[Assignment]: Return, from the material below, each line in which the word "Рёлочный" is present.
——
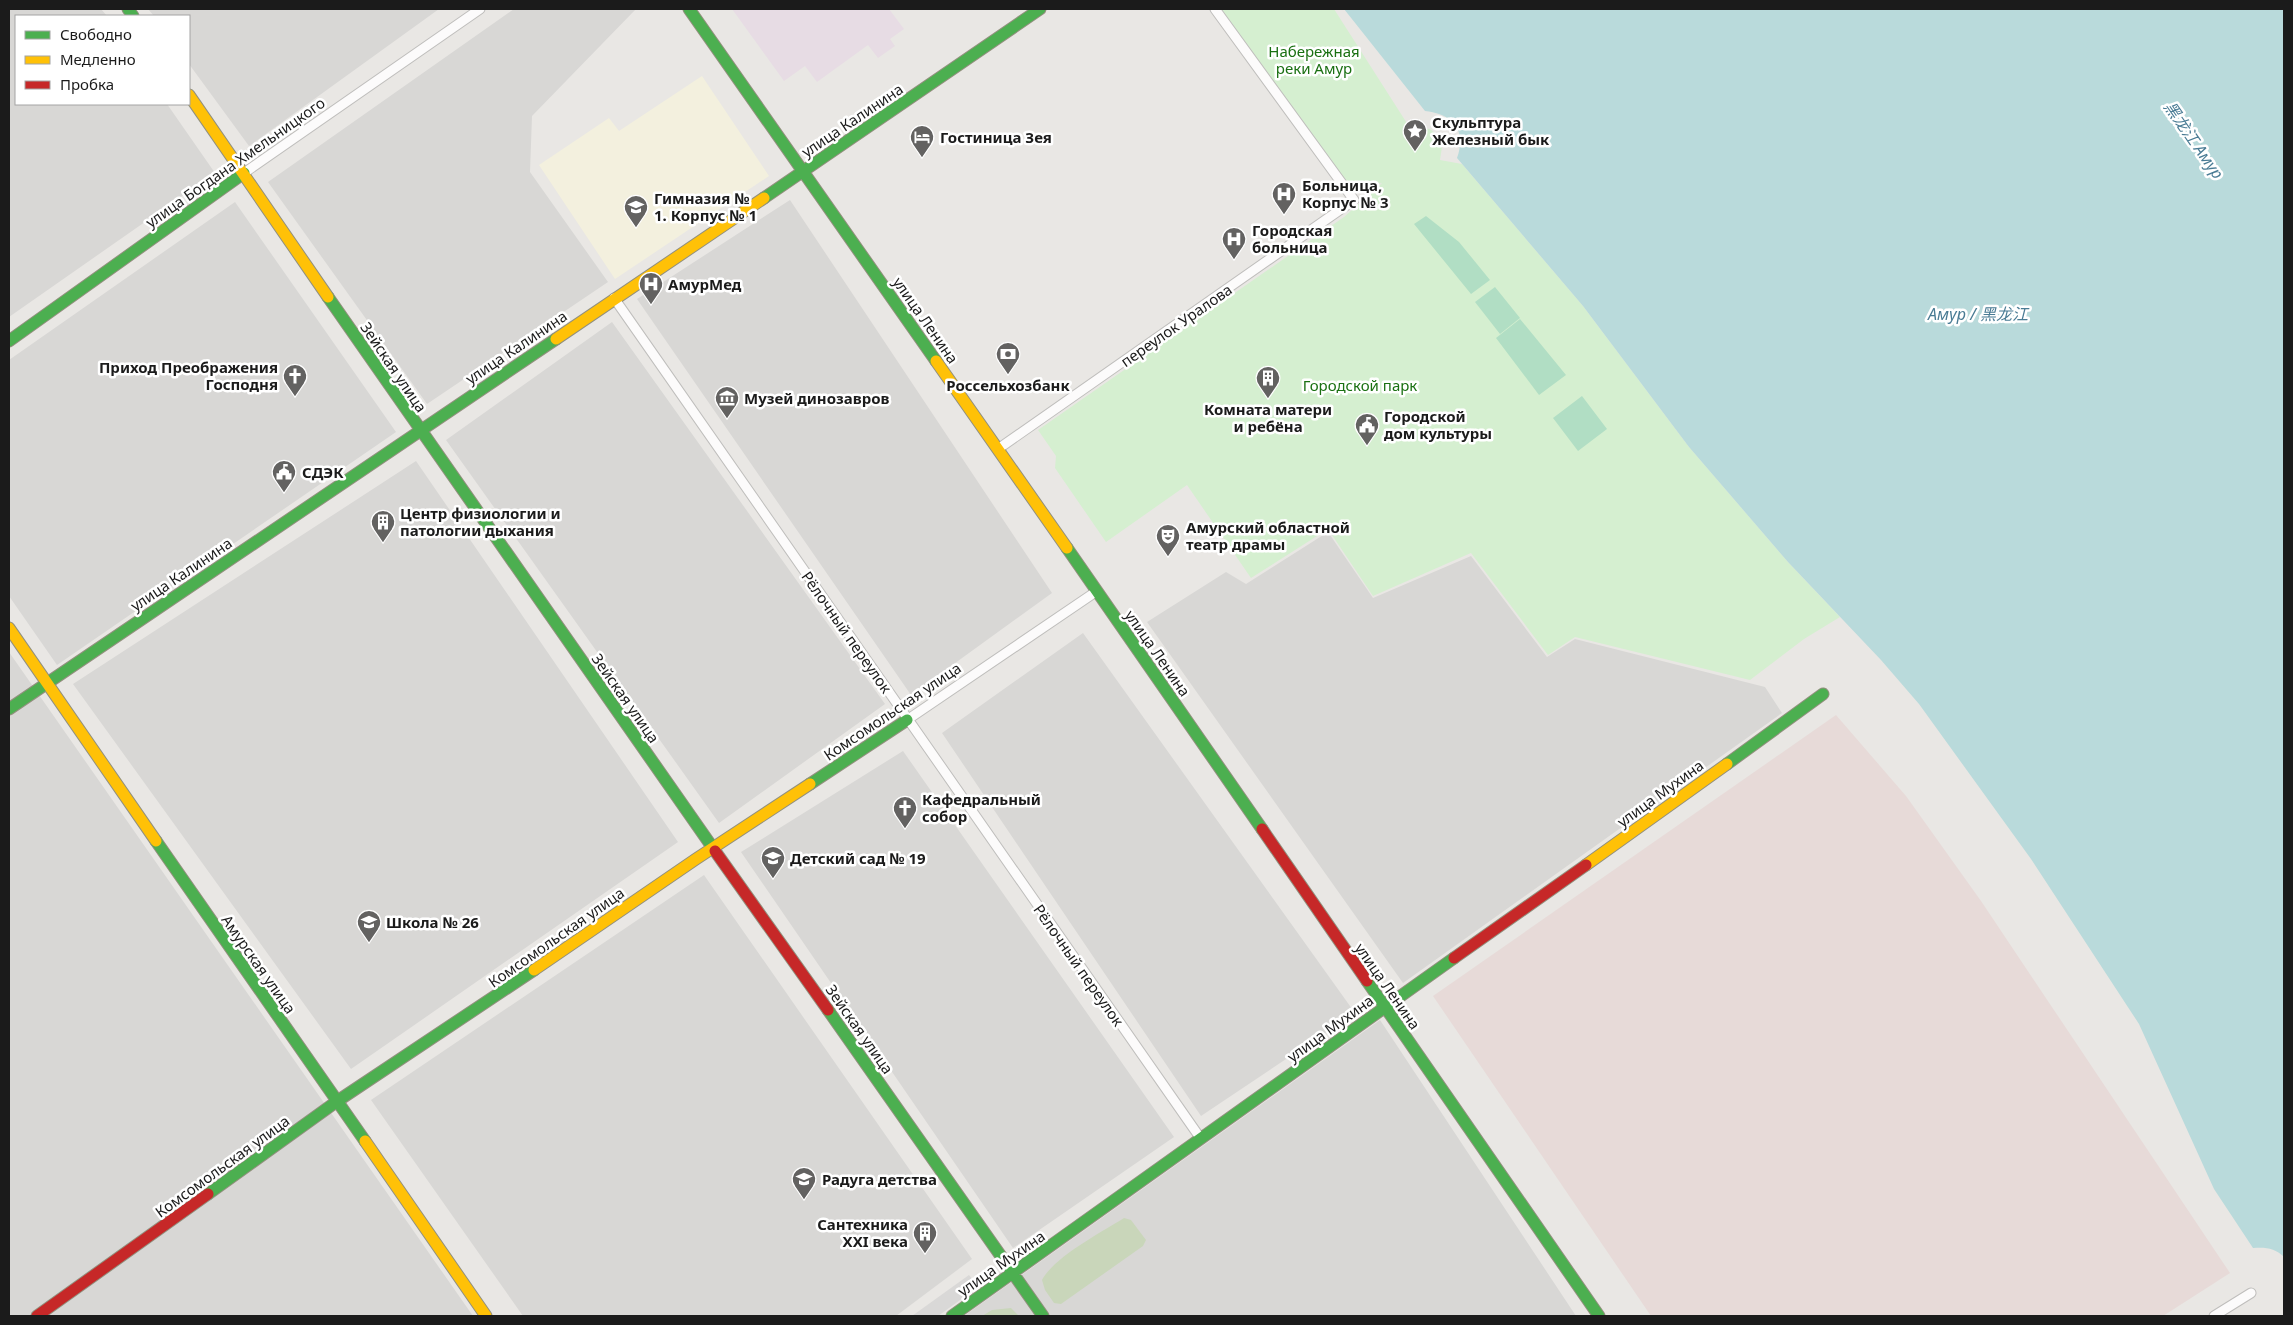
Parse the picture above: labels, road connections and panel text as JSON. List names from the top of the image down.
{
  "streets": {
    "street": [
      "улица Калинина",
      "улица Богдана Хмельницкого",
      "улица Ленина",
      "переулок Уралова",
      "Зейская улица",
      "Рёлочный переулок",
      "Комсомольская улица",
      "улица Мухина",
      "Амурская улица"
    ]
  },
  "crossings": [
    ["улица Калинина", "улица Ленина"],
    ["улица Калинина", "Зейская улица"],
    ["улица Калинина", "Рёлочный переулок"],
    ["улица Калинина", "Амурская улица"],
    ["улица Богдана Хмельницкого", "Зейская улица"],
    ["улица Ленина", "переулок Уралова"],
    ["улица Ленина", "Комсомольская улица"],
    ["улица Ленина", "улица Мухина"],
    ["Зейская улица", "Комсомольская улица"],
    ["Зейская улица", "улица Мухина"],
    ["Рёлочный переулок", "Комсомольская улица"],
    ["Рёлочный переулок", "улица Мухина"],
    ["Комсомольская улица", "Амурская улица"]
  ],
  "water": ["黑龙江 Амур", "Амур / 黑龙江"],
  "parks": ["Набережная реки Амур", "Городской парк"],
  "places": {
    "place": ["Скульптура Железный бык"],
    "hotel": ["Гостиница Зея"],
    "hospital": ["Больница, Корпус № 3", "Городская больница", "АмурМед"],
    "school or university": [
      "Гимназия № 1. Корпус № 1",
      "Детский сад № 19",
      "Школа № 26",
      "Радуга детства"
    ],
    "bank": ["Россельхозбанк"],
    "church": ["Приход Преображения Господня", "Кафедральный собор"],
    "building": ["Комната матери и ребёна", "Центр физиологии и патологии дыхания", "Сантехника XXI века"],
    "museum": ["Музей динозавров"],
    "public building": ["Городской дом культуры", "СДЭК"],
    "theatre": ["Амурский областной театр драмы"]
  },
  "legend": ["Свободно", "Медленно", "Пробка"]
}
——
[Written answer]:
      "Рёлочный переулок",
    ["улица Калинина", "Рёлочный переулок"],
    ["Рёлочный переулок", "Комсомольская улица"],
    ["Рёлочный переулок", "улица Мухина"],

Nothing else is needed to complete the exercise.